■ The input:
========

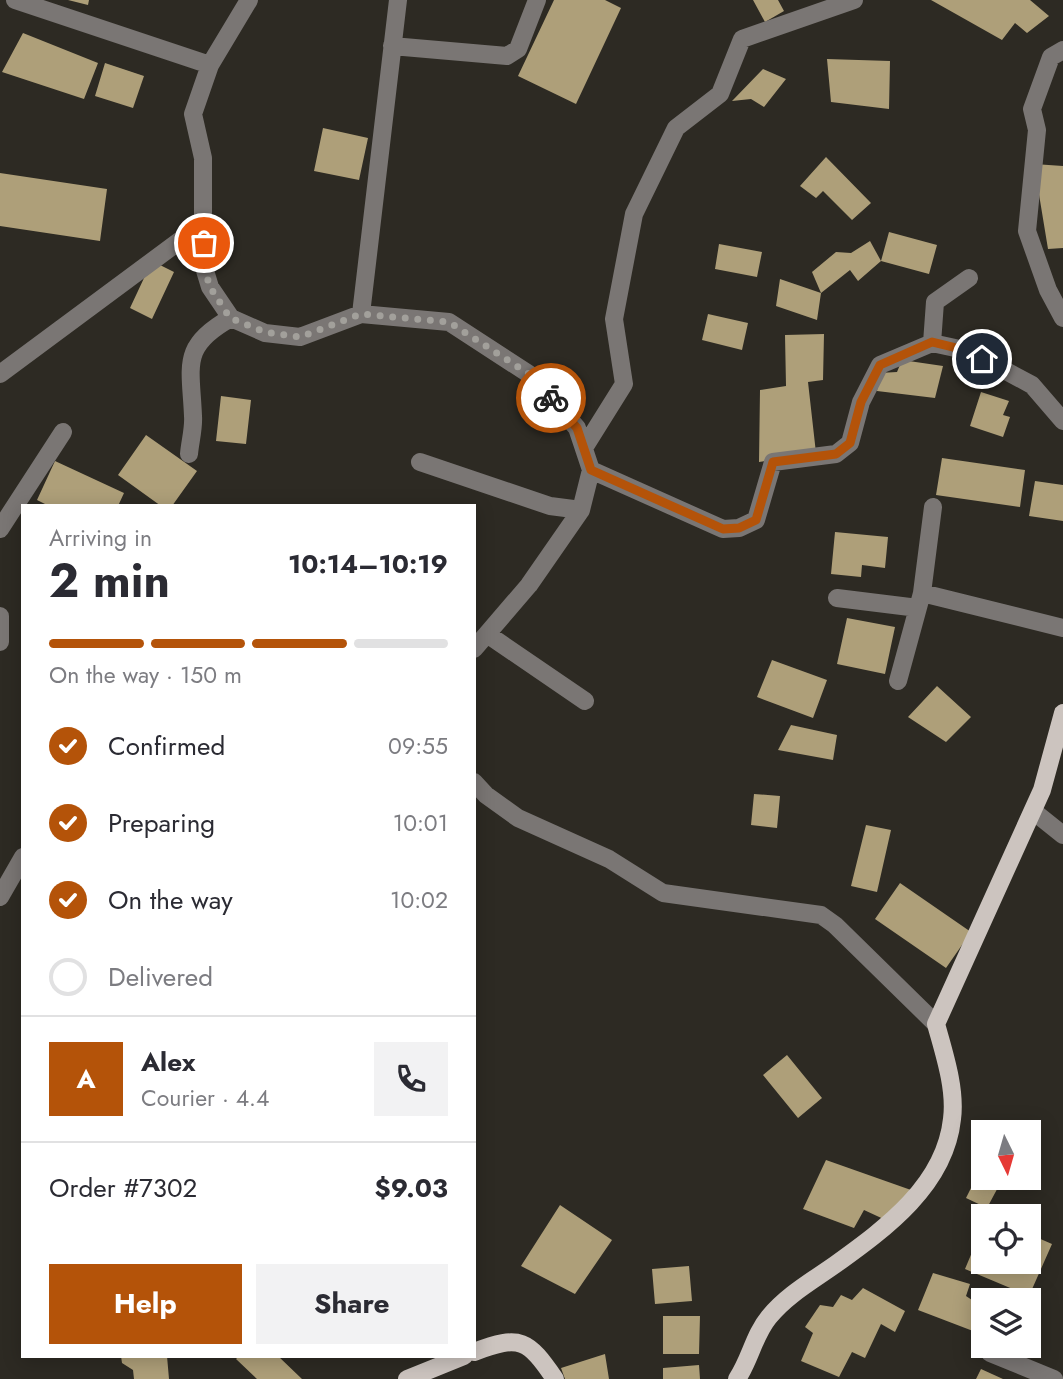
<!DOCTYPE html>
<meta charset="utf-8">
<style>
:root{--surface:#fff;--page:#f2f2f3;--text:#2b2b33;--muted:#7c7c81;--line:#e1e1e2;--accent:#b45309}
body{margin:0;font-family:Jost,sans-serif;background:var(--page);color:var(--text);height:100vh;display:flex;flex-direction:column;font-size:26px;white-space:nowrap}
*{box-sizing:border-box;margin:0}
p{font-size:23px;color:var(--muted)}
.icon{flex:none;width:38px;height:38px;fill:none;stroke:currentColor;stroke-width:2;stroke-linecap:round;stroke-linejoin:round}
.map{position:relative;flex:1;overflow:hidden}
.sheet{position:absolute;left:21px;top:504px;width:455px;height:854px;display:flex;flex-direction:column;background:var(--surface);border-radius:0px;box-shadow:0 4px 18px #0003}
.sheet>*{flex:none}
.needle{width:46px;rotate:175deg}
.buttons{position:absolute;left:971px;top:1120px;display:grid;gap:14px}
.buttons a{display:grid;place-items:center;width:70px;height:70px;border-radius:0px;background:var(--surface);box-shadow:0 4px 18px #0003;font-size:35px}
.pin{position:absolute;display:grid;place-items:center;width:60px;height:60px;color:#fff;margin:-30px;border:4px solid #fff;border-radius:50%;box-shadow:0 2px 7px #0007}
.courier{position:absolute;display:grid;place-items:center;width:70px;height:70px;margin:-35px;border:5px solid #b45309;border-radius:50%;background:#fff;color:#222;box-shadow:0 2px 9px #0007}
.headline em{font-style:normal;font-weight:700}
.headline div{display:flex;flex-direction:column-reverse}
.headline{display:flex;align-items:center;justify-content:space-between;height:119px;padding:0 28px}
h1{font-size:46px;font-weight:700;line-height:52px}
.bar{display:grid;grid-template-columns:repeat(4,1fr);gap:10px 7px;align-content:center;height:84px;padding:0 28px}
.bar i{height:9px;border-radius:5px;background:var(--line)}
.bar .active{background:var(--accent)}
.bar p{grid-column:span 4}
.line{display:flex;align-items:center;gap:18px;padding:0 28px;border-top:2px solid var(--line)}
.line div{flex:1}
.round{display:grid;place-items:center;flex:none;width:74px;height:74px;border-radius:0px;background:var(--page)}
ol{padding:0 28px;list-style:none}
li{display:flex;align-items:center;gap:21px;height:77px}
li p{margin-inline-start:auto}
li .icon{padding:7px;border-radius:50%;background:var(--accent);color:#fff;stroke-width:4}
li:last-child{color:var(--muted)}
li i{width:38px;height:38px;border:4px solid var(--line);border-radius:50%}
.primary-button{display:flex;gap:14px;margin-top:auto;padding:14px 28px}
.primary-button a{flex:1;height:80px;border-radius:0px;background:var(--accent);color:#fff;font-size:28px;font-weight:700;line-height:80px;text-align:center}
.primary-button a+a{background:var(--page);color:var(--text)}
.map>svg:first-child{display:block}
.building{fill:#ae9f79}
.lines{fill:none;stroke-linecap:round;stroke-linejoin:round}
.minor{stroke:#7a7674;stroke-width:18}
.major{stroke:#ccc4bf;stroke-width:18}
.done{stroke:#a2a09b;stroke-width:7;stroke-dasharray:0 12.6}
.route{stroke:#b45309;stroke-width:9}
</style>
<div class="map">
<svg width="1063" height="1379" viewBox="0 0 1063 1379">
<rect width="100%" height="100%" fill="#2d2a23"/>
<path class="building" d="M 68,0 L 89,0 L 88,5 Z
M 554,0 L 605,0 L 621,8 L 576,104 L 518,76 Z
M 753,0 L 778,0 L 784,11 L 765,22 Z
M 931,0 L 1030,0 L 1049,16 L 1027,33 L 1015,23 L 1002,40 Z
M 23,33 L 98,63 L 84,99 L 2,72 Z
M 827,59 L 890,61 L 889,109 L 831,102 Z
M 105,63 L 144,76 L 133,108 L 95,96 Z
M 763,69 L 786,79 L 764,107 L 751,99 L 732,101 Z
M 323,128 L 368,138 L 359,180 L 314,171 Z
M 826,157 L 871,203 L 852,220 L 823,191 L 816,198 L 800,186 Z
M 1034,164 L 1063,166 L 1063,248 L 1048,249 Z
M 0,173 L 107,189 L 100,241 L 0,226 Z
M 889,232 L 937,245 L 929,274 L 881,261 Z
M 870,241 L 881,261 L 858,281 L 850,270 L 821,293 L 812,272 L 836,252 L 851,253 Z
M 719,244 L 762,252 L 757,277 L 715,269 Z
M 152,261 L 174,272 L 152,319 L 130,308 Z
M 780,279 L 821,293 L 817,320 L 776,306 Z
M 708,314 L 748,323 L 742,350 L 702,340 Z
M 824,334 L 823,380 L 808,382 L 816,453 L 759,462 L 760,390 L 786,386 L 785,335 Z
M 902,360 L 943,366 L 935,398 L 877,391 L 879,373 L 897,372 Z
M 981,392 L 1009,401 L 1003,415 L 1010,417 L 1003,437 L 970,426 Z
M 221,396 L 251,400 L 246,444 L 216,441 Z
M 146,435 L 197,471 L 172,506 L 161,506 L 118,475 Z
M 942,458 L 1025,470 L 1020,507 L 936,495 Z
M 55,461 L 124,493 L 118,506 L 49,506 L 37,500 Z
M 1035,481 L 1063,485 L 1063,521 L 1029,516 Z
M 835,532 L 888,537 L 885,568 L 862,565 L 861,577 L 831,574 Z
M 847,618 L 895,627 L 885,674 L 837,664 Z
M 772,660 L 827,680 L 813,718 L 757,697 Z
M 937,686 L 971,717 L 946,742 L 908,717 Z
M 791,725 L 837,735 L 833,760 L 778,750 Z
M 754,794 L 780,796 L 777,828 L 751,825 Z
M 866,825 L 891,830 L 877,892 L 851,886 Z
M 900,883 L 971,932 L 946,968 L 875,919 Z
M 787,1055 L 822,1098 L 798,1118 L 763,1075 Z
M 1003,1122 L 1028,1132 L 998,1132 Z
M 826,1160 L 911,1190 L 890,1222 L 864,1210 L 854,1228 L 803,1209 Z
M 984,1162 L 984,1178 L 1003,1178 L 987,1208 L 966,1198 Z
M 560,1205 L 612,1240 L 575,1294 L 521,1266 Z
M 983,1226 L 984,1262 L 1029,1262 L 1029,1234 L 1052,1244 L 1029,1296 L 965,1269 Z
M 689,1266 L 692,1301 L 655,1304 L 652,1269 Z
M 933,1273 L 970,1284 L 966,1296 L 981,1306 L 973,1331 L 918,1310 Z
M 863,1288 L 905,1311 L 895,1332 L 881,1324 L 865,1358 L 852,1352 L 839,1377 L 801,1361 L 813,1333 L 805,1327 L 820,1305 L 833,1307 L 841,1295 L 852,1300 Z
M 663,1316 L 700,1316 L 699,1354 L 663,1354 Z
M 605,1354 L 609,1379 L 565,1379 L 561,1368 Z
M 121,1356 L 167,1356 L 169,1379 L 134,1379 L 133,1370 L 122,1363 Z
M 239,1356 L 278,1356 L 302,1379 L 257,1379 L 236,1359 Z
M 699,1365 L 700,1379 L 663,1379 L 663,1368 Z
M 981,1369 L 1003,1379 L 976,1379 Z"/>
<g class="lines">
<path class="minor" d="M 15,0 L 210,65
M 392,46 L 507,56 L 518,49 L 537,0
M 1063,50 L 1051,57 L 1032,109 L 1037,130 L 1027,231 L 1048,290 L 1063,318
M 361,314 L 398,0
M 231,318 L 265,333 L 300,337 L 361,314 L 449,322 L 532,376 L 577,428 L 591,470 L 581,510 L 529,585 L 474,649
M 231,318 L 210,287 L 203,264 L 203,158 L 193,114 L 210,65 L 249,0
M 932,343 L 935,302 L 969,278
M 0,374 L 205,222
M 584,448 L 624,384 L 614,319 L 634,214 L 676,128 L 720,94 L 742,39 L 854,0
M 189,454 C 190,442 194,428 193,416 C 191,366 180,346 231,318
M 420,462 L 550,506 L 581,510
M 591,470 L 723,529 L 739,528 L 756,520 L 773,462 L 836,454 L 850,443 L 861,402 L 880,365 L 932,343 L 969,351 L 1032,385 L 1063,421
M 0,529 L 63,432
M 922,593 L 1063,628
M 837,598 L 918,608
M 0,616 L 0,642
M 487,634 L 585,701
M 898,681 L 922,593 L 933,507
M 474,782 L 486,795 L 518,818 L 609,859 L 663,893 L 821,915 L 835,925 L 936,1024
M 1033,811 L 1063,835
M 0,897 L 23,857
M 990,1353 L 1054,1379"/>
<path class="major" d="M 474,1352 C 521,1334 528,1340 555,1379
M 407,1379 L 464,1356
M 737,1379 C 750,1360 754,1335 769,1317 C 787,1295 812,1281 836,1264 C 886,1228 945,1185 952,1119 C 956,1089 944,1053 936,1024 L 1042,790 L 1063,713"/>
</g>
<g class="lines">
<path class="done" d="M 204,243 L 203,264 L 210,287 L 230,318 L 265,332 L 300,337 L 361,314 L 449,322 L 532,376 L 551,398"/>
<path class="route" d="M 551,398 L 577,428 L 591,470 L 723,529 L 739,528 L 756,520 L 773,462 L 836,454 L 850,443 L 861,402 L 880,365 L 932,342 L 969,351 L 982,359"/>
</g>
</svg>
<div class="buttons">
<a><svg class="needle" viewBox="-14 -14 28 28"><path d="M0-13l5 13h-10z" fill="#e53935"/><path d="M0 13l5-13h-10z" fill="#7c7c81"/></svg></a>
<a><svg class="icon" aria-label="locate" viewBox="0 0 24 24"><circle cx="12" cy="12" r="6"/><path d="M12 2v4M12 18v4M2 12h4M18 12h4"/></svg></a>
<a><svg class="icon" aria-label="layers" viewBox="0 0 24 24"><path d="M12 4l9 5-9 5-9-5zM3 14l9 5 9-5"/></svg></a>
</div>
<div class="pin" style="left:204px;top:243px;background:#ea580c"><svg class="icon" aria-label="bag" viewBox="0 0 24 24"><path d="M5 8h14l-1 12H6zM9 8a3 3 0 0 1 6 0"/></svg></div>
<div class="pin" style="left:982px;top:359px;background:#1f2937"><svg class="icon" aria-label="home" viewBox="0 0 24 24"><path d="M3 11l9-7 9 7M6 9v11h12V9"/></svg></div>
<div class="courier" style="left:551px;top:398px"><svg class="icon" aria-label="bike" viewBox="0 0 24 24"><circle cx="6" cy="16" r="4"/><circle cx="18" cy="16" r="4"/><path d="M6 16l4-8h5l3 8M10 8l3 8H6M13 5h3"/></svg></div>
<section class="sheet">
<div class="headline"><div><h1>2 min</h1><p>Arriving in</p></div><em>10:14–10:19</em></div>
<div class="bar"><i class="active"></i><i class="active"></i><i class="active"></i><i></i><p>On the way · 150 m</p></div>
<ol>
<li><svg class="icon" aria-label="check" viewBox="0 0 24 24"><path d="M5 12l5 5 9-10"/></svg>Confirmed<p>09:55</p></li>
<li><svg class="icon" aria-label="check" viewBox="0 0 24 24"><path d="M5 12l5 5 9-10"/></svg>Preparing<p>10:01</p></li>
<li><svg class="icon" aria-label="check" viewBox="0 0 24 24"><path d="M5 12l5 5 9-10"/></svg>On the way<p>10:02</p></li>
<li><i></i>Delivered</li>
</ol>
<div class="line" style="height:126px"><b class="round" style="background:var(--accent);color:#fff">A</b><div><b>Alex</b><p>Courier · 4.4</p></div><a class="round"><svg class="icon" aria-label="phone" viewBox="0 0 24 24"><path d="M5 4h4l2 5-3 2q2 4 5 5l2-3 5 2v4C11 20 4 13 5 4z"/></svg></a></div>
<div class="line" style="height:91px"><div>Order #7302</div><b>$9.03</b></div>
<div class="primary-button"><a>Help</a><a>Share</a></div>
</section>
</div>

========

■ Requirement: Please report how many lines in the records above contain the word "direction", and give nothing but the number.

■ Task answer: 3